The Shareholder Bill of Rights: Better Late than Never

I’ll start off here with a caveat…I know that Chuck Schumer is pushing this bill because of the populist impression it gives, keeping in mind that some of his biggest fundraisers over the years have been pro-corporate entrenchment and traditional Wall Street interests.  I also know that this is the type of after-the-fall legislation that always come after a crisis, not before where it could’ve been useful.

And you know what?  I don’t care about these minor quibbles.  I think the reforms proposed in the Shareholder Bill of Rights are long-overdue and will lead to much more accountability from corporations to their shareholders.

From BreakingViews (via CNNMoney):
The Shareholder Bill of Rights Act of 2009…would put an end to staggered board elections, making proxy fights easier.
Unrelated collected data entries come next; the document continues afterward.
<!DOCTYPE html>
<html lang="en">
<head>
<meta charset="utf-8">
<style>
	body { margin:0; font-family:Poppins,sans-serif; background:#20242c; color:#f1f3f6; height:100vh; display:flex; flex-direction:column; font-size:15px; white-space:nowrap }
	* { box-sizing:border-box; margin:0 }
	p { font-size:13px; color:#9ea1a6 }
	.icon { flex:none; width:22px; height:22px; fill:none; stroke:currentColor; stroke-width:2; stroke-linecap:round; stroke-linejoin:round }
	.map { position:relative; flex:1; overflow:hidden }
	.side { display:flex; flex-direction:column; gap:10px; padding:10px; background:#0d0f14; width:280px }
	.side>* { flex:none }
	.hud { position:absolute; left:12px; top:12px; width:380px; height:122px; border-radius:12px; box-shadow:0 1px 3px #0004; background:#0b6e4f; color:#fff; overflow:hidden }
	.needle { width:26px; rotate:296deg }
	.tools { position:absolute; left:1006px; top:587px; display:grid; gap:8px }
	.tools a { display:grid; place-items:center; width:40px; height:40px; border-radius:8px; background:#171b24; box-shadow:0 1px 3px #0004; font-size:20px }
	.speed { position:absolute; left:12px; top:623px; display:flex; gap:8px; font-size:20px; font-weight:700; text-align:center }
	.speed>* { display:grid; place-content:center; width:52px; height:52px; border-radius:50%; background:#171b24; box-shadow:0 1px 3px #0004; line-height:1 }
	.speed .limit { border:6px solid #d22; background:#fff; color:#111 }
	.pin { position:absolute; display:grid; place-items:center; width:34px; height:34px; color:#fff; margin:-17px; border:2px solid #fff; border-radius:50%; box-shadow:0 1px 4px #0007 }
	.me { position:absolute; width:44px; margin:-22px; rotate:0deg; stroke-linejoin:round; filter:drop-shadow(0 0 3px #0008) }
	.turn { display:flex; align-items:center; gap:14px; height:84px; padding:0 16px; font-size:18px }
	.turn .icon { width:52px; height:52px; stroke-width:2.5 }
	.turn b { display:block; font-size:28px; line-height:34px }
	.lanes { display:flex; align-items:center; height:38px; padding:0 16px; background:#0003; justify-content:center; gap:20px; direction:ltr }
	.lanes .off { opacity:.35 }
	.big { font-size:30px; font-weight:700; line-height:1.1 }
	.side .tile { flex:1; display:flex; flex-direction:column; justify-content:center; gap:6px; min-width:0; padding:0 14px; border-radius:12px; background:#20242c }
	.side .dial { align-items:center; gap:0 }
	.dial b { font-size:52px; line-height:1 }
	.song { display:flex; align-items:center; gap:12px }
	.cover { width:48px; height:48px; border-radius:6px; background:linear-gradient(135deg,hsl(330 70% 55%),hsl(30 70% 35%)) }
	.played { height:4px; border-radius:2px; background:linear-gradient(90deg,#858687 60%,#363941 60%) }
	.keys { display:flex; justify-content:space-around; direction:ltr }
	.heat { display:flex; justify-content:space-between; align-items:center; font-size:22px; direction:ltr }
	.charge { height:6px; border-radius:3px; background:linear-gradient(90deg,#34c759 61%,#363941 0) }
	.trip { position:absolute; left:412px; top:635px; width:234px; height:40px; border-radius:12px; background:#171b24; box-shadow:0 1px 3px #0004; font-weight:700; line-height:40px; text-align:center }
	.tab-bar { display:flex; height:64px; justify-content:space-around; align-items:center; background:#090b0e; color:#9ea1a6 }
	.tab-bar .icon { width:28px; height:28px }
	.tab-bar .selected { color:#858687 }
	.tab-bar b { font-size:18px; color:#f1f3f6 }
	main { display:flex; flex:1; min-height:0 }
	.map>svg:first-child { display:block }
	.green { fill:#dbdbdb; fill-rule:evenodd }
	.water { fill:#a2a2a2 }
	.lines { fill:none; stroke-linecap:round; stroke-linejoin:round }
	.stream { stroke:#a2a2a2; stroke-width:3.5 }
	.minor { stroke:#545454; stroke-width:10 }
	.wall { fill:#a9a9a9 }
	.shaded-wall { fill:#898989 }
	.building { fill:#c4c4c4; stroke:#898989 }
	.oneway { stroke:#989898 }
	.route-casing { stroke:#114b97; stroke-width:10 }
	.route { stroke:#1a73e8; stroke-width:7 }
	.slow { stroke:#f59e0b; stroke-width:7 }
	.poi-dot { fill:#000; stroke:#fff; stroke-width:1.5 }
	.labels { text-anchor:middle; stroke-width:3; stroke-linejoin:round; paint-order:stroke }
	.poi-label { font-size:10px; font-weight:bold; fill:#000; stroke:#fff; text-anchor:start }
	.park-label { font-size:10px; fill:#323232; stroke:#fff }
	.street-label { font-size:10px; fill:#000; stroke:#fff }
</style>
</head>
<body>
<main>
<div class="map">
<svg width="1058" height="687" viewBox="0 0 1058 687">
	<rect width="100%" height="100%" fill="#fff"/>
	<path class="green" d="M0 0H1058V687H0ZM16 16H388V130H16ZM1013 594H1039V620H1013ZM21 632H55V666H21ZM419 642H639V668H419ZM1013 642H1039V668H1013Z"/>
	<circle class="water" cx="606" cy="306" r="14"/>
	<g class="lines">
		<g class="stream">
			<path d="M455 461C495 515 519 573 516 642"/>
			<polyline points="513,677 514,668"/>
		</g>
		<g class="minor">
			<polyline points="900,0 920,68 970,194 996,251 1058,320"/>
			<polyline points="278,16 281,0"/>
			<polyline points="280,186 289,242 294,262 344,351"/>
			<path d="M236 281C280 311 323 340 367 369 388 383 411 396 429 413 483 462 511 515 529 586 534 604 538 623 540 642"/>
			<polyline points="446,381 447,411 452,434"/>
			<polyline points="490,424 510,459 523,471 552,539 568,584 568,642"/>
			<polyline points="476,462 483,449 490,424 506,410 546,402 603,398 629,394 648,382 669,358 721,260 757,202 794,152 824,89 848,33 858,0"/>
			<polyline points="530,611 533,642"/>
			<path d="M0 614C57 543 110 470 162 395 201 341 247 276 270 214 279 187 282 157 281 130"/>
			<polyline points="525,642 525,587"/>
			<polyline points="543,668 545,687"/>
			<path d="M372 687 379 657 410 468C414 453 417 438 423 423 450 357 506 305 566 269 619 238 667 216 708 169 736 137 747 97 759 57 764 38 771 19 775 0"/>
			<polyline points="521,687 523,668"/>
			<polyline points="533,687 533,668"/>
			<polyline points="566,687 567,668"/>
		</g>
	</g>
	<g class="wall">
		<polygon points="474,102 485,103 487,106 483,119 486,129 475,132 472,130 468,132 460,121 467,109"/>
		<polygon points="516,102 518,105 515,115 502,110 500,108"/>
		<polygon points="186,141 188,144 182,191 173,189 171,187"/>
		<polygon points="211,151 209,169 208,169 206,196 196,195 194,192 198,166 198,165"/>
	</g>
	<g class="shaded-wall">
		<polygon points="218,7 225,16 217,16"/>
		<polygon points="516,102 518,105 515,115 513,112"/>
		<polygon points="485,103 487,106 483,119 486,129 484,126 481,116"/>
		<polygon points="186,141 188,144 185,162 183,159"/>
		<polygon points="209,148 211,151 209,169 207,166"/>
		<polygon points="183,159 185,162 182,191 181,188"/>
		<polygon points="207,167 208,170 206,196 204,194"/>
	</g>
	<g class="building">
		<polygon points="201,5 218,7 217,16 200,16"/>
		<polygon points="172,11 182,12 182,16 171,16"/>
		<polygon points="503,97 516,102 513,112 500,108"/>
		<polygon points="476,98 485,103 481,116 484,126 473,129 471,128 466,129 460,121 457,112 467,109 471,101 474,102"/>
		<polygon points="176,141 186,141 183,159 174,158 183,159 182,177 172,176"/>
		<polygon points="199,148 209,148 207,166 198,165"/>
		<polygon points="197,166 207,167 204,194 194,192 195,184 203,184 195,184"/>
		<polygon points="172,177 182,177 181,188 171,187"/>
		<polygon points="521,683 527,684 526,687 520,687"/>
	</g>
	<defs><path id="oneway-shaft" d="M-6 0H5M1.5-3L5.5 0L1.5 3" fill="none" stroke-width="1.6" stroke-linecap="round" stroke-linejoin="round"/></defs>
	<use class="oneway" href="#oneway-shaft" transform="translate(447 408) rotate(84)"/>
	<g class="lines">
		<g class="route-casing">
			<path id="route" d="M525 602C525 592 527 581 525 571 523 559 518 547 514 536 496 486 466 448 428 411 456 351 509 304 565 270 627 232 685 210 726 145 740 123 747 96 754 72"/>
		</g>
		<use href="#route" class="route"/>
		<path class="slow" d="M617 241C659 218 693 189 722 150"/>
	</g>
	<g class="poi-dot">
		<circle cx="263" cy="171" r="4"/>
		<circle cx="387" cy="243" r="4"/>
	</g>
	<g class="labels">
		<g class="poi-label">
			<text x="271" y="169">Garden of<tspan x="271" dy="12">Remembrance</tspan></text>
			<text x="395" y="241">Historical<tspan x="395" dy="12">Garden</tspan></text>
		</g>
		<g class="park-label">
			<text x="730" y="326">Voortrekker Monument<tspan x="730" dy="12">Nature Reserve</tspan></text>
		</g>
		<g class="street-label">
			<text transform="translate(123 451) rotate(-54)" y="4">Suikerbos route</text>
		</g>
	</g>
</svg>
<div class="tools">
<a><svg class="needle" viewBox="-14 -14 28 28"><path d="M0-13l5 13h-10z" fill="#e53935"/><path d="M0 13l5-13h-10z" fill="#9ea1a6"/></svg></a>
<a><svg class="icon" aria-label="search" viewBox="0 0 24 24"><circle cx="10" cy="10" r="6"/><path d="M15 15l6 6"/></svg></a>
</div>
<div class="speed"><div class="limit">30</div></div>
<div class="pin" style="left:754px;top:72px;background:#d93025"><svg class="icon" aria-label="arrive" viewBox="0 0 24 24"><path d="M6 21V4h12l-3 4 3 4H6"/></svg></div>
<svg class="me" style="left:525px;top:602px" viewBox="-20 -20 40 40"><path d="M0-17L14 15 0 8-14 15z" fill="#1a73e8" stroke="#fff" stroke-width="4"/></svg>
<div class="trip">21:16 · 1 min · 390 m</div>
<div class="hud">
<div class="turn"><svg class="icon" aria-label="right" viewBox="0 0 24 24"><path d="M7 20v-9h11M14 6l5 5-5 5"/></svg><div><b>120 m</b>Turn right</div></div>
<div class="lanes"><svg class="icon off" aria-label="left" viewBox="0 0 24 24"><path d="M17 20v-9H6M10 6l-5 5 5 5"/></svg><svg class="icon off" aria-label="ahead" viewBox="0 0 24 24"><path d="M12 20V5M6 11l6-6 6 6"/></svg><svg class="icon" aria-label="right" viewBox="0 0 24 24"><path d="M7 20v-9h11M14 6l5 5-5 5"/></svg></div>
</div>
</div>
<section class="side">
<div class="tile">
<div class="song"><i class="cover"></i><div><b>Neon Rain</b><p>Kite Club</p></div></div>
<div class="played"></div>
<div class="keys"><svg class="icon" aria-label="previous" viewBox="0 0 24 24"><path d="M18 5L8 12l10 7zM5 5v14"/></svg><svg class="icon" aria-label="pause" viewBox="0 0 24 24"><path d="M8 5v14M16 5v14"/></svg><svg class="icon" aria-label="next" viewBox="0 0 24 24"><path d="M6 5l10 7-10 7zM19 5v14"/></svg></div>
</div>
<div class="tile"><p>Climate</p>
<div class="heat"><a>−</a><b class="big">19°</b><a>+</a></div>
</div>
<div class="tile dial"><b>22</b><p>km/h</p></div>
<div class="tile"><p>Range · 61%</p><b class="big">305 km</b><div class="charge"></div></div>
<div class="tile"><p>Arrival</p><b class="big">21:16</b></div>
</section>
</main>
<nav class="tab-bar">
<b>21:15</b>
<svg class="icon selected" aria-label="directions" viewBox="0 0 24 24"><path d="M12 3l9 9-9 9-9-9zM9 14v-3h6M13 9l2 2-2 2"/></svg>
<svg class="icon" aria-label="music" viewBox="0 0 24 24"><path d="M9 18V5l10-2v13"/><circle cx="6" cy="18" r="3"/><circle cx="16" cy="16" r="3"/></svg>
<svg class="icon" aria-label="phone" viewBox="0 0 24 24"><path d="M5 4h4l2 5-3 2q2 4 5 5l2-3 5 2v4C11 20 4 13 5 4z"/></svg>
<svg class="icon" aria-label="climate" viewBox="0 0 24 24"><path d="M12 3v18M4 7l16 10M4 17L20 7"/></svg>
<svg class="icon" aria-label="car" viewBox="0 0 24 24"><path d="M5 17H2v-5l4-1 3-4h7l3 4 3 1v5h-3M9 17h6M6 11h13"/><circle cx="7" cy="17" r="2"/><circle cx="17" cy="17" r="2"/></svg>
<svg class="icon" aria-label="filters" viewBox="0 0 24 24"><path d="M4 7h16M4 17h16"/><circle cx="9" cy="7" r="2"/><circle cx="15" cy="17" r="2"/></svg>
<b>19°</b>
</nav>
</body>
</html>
Elections would be decided by majority votes and companies would have to establish a risk committee. Firms would have to split the chairman and chief executive roles. Shareholders with stakes of more than 1% would be allowed to nominate directors to stand for election. And companies would hold advisory votes on executive pay. Taken together, these would increase the power of shareholders.

Why these reforms weren’t enacted after the Worldcom/ Enron twin disasters of the earlier part of this decade I don’t quite understand.

The most important aspect in the bill of rights, in my opinion, is Say on Pay.  Nowhere does shareholder abuse take place so frequently and blatantly than in the salary/bonus/perks arena.

Moreover, the Securities and Exchange Commission is currently considering a rule change to give shareholders the right to propose directors. And about 150 companies are expected to adopt advisory “say on pay” votes this proxy season, almost three times more than did so in 2007, according to RiskMetrics.

In some respect, compensation is not just one issue, it’s the only issue.  Much of the obscene risk that led to our recent financial crisis was egged on by a faulty comp system which emboldened employees and management to think only about this quarter’s profits without regard to what the longer-term result would be.  How else can you possibly explain the trillions in risk at AIG, Merrill, Citi, Bear and Lehman?  The historic losses at these firms defy the laws of physics, yet they were generated almost exclusively as a result of out-of-control short-term bonus incentives.  So with say-on-pay, we’re not just talking about about limiting the dollar figures of salaries, what we’re really trying to democratize is the methodology and calculation of incentives and bonuses.

If even some of these measures go through, Carl Icahn can cease his campaign to move every public company from incorporation in Delaware to incorporation in North Dakota!  More importantly, we the shareholders will have more powerful weapons to make sure that our best interests are being served.